Robustness at high missing rates (0.7) far surpasses competing methods—ACC drops only 6.92% on Noisy MNIST, compared to 35.19% for ICMVC.
The combination of hierarchical alignment and dynamic weighting contributes most significantly.
Hyperparameter analysis shows the model is insensitive to variations in \(\lambda_1 \sim \lambda_4\).

Highlights & Insights¶

Hierarchical semantic separation: Explicitly distinguishes low-level consistency alignment from high-level semantic fusion, enabling more complete preservation of multi-granularity information.
Adaptive view weighting: Dynamically allocates contributions based on distributional affinity, preventing low-quality views from dominating the fusion.
Elimination of error propagation: Joint optimization of completion and clustering allows the completion process to be guided by discriminative features.
Comprehensively outperforms nine SOTA methods across five datasets with statistical significance.

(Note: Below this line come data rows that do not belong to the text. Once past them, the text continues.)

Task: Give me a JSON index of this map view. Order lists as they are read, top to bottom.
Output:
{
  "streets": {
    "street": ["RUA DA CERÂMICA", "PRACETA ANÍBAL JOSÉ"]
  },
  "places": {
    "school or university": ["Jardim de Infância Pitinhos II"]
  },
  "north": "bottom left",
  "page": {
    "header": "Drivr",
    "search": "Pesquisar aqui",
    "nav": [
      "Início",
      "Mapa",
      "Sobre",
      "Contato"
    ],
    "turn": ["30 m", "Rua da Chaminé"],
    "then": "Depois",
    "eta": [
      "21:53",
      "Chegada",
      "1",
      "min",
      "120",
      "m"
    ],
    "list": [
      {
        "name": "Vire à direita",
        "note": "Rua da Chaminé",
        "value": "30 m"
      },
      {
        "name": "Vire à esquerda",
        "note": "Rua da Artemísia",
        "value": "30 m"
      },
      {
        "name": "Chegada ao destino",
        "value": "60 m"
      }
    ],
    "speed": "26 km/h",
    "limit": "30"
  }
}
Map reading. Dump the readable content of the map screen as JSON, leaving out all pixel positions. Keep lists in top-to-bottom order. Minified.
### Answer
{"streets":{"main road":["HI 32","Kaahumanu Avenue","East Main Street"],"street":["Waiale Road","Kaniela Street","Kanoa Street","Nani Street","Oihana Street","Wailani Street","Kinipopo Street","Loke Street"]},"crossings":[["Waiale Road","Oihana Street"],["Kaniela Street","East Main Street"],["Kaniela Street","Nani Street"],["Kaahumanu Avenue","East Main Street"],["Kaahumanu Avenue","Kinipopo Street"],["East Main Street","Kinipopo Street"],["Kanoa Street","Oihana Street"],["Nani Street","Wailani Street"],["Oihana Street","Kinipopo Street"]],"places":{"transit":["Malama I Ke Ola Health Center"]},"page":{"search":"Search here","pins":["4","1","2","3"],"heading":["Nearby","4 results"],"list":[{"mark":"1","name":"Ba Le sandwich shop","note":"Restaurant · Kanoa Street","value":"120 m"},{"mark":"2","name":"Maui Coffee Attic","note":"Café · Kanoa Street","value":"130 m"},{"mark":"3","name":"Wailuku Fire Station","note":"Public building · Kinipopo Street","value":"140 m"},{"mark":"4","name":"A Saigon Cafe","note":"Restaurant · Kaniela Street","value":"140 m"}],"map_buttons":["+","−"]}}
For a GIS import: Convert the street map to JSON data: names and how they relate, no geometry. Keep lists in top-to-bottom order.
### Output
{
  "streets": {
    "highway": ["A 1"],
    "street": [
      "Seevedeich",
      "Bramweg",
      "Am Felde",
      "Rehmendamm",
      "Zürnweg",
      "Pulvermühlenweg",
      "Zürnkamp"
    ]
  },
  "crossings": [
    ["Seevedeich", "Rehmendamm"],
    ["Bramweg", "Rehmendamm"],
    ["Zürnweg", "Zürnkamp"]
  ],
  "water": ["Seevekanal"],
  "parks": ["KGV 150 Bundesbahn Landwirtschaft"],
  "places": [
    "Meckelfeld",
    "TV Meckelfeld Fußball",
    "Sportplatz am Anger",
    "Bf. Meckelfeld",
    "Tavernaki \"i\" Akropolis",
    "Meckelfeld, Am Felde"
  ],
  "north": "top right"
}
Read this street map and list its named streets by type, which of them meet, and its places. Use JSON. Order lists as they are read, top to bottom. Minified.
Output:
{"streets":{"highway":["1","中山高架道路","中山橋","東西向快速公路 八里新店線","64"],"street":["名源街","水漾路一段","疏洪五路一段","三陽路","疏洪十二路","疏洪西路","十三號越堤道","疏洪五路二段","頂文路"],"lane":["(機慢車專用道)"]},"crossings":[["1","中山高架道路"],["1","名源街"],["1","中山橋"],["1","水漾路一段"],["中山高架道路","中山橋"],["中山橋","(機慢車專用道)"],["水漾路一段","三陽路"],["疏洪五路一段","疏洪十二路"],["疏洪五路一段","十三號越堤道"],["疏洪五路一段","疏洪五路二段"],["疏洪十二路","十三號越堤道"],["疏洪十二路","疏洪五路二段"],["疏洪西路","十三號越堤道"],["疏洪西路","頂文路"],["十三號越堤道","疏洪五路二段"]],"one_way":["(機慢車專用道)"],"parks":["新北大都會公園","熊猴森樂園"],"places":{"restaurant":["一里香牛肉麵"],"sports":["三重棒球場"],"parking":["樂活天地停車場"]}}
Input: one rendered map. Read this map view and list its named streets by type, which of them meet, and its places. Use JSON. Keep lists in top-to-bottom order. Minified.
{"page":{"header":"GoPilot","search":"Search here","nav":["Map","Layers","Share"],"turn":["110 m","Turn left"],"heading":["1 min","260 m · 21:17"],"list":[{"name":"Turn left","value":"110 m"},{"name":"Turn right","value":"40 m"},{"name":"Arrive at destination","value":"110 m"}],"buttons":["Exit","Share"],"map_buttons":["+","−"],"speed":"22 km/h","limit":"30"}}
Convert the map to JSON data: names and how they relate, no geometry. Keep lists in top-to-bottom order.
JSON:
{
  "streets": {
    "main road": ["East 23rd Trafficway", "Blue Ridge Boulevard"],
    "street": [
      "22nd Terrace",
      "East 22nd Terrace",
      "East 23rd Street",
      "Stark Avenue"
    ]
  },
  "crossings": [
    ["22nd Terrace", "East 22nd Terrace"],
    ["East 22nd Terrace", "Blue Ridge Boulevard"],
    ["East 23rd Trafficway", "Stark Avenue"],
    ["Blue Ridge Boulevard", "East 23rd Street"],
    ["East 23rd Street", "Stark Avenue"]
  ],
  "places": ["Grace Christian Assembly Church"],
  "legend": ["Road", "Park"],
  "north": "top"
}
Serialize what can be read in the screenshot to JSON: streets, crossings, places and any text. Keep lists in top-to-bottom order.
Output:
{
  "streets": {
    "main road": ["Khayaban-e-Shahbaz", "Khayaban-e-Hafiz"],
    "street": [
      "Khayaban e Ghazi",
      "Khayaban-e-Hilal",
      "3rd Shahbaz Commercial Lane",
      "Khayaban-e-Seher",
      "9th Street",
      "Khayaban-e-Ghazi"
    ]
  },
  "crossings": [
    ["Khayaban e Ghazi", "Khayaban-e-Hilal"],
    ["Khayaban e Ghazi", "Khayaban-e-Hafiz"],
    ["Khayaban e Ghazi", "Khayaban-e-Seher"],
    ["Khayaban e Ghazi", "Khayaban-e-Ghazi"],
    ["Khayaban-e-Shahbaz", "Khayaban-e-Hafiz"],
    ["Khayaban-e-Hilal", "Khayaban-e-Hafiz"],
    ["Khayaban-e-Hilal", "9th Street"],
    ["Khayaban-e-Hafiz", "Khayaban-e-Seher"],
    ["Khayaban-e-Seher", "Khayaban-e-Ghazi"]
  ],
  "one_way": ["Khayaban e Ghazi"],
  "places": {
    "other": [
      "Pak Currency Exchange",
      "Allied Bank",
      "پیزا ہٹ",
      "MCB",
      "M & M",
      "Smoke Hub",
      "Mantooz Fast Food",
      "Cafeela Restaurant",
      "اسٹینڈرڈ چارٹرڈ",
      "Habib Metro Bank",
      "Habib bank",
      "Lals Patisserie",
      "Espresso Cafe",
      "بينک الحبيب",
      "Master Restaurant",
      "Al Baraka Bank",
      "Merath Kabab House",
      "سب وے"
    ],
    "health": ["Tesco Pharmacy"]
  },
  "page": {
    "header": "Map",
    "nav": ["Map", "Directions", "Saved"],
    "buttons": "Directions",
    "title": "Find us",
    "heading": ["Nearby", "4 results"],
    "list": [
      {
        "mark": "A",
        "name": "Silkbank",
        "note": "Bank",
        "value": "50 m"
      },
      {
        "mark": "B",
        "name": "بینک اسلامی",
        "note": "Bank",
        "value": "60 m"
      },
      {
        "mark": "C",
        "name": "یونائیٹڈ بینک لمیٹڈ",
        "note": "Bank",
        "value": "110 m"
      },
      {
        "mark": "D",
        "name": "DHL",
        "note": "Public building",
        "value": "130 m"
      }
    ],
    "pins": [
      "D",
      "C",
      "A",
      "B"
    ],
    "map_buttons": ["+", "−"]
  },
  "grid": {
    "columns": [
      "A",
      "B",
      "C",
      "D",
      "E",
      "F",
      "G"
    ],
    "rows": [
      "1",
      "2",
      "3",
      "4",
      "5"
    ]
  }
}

Limitations & Future Work¶

Experiments are limited to two-view settings; generalization to more than two views requires further validation.
MLP-based nonlinear mappings for cross-view inference may be insufficient for complex inter-view relationships.
MMD with a linear kernel may lack sensitivity to complex distributional discrepancies.
The autoencoder architecture (fully connected 1024-1024-1024) is fixed; the impact of alternative architectures is unexplored.
Experiments on large-scale datasets (e.g., ImageNet subsets) are absent.
Graph-structured information is not utilized.

COMP (2023): Achieves recovery and consistency learning via contrastive learning and dual prediction, but lacks hierarchical semantic separation.
DCP: A contrastive prediction framework; this work extends it by introducing dynamic weighting and MMD alignment.
DSIMVC: A bilevel optimization framework for dynamic completion, but does not account for view weight differences.
The hierarchical semantic alignment paradigm is generalizable to other multimodal fusion problems.

Rating¶

⭐⭐⭐⭐ — The method is systematically designed and effective, with significant and consistent advantages across multiple datasets and thorough ablation studies.